The cumulative change in the median income over between 2008 and 2012 shows that living standards have fallen in 21 Member States and Iceland.

All figures are based on EU-SILC (EU Statistics on income and living conditions) data collected in and prior to 2013. The data collected during 2013 relates to income for reference period 1 January to 31 December 2012 (with the exception of the United Kingdom and Ireland).

Table 1: Change in median equivalised disposable income, 2008-2012
Source: Eurostat (ilc_di03) and (prc_hicp_aind)
Figure 1: Cumulative change over four years and change 2011-2012, in real terms
Source: Eurostat (ilc_di03) and (prc_hicp_aind)
Figure 2: Change in median income between 2011 and 2012, adjusted for inflation
Source: Eurostat (ilc_di03) and (prc_hicp_aind)
Table 2: Median equivalised disposable income in 2012 and change 2011-2012
Source: Eurostat (ilc_di03) and (prc_hicp_aind)
Table 3: Change in median disposable income for first and fifth quintiles, 2008-2012
Source: Eurostat (ilc_di01) and (prc_hicp_aind)
Figure 3: Change in the median disposable income in coutries where the top quintile has seen a smaller fall, or larger increase, in income than the bottom quintile, 2008-2012
Source: Eurostat (ilc_di01) and (prc_hicp_aind)
Figure 4: Change in the median disposable income in countries where the top quintile has seen a larger fall, or smaller increase, in income than in the bottom quintile, 2008-2012
Source: Eurostat (ilc_di01) and (prc_hicp_aind)
Figure 5: Change in median disposable income for the first and fifth quintiles, 2011-2012
Source: Eurostat (ilc_di01) and (prc_hicp_aind)
Table 4: Change in median disposable income for the first and fifth quintiles, 2011-2012
Source: Eurostat (ilc_di01) and (prc_hicp_aind)
Table 5: Change in median income in national currencies in nominal terms
Source: Eurostat (ilc_di03) and (prc_hicp_aind)

Main statistical findings

Changes over the period 2008-2012

The overall change in living standards seen over a number of years can be analysed using the median equivalised disposable income as an indicator. Table 1 shows the cumulative change seen in each country over the period 2008-2012. This illustrates how living standards have changed over the period as a whole. The table also shows the annual change in real terms in median disposable income for each year from 2008 to 2012.

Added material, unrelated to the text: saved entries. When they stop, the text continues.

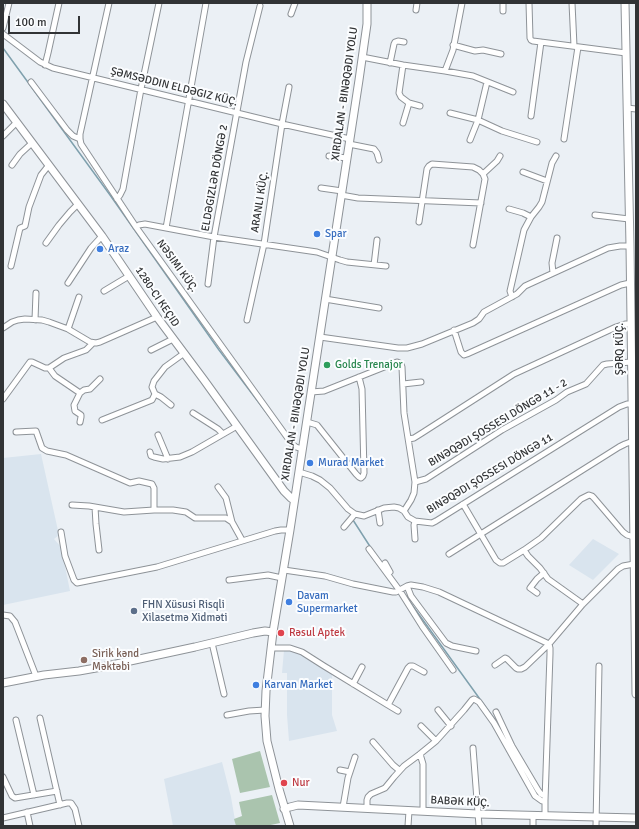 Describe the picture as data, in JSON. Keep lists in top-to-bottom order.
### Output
{
  "streets": {
    "street": [
      "ŞƏMSƏDDIN ELDƏGIZ KÜÇ.",
      "ELDƏGIZLƏR DÖNGƏ 2",
      "NƏSIMI KÜÇ.",
      "ŞƏRQ KÜÇ.",
      "BINƏQƏDI ŞOSSESI DÖNGƏ 11 - 2",
      "BINƏQƏDI ŞOSSESI DÖNGƏ 11",
      "BABƏK KÜÇ."
    ]
  },
  "crossings": [
    ["ŞƏMSƏDDIN ELDƏGIZ KÜÇ.", "ELDƏGIZLƏR DÖNGƏ 2"],
    ["ŞƏRQ KÜÇ.", "BINƏQƏDI ŞOSSESI DÖNGƏ 11 - 2"],
    ["ŞƏRQ KÜÇ.", "BINƏQƏDI ŞOSSESI DÖNGƏ 11"]
  ],
  "places": [
    "Spar",
    "Araz",
    "Golds Trenajor",
    "Murad Market",
    "Davam Supermarket",
    "FHN Xüsusi Risqli Xilasetmə Xidməti",
    "Rəsul Aptek",
    "Sirik kənd Məktəbi",
    "Karvan Market",
    "Nur"
  ],
  "scale_bar": "100 m"
}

As we can see in Table 1 the cumulative change in the median income over the four-year period 2008-2012 shows that living standards have fallen in 21 Member States and Iceland. The sharpest fall in real terms was seen in Greece, where the median income fell by 34.1 % over the four years. It also fell by 23.2 % in Iceland, 19.9 % in Latvia, 16.2 % in Croatia, 14.9 % in Spain, 14.8 % in Ireland, and 12.0 % in both Cyprus and Lithuania. The median income fell by slightly under 10 % in Bulgaria (7.5 %), Slovenia (7.6 %), Portugal (7.7 %) and Hungary (8.1 %) over the same period. The largest increases, meanwhile, were recorded in Norway (8.7 %), Slovakia (8.3 %), Switzerland (7.7 %) and Sweden (5.9 %).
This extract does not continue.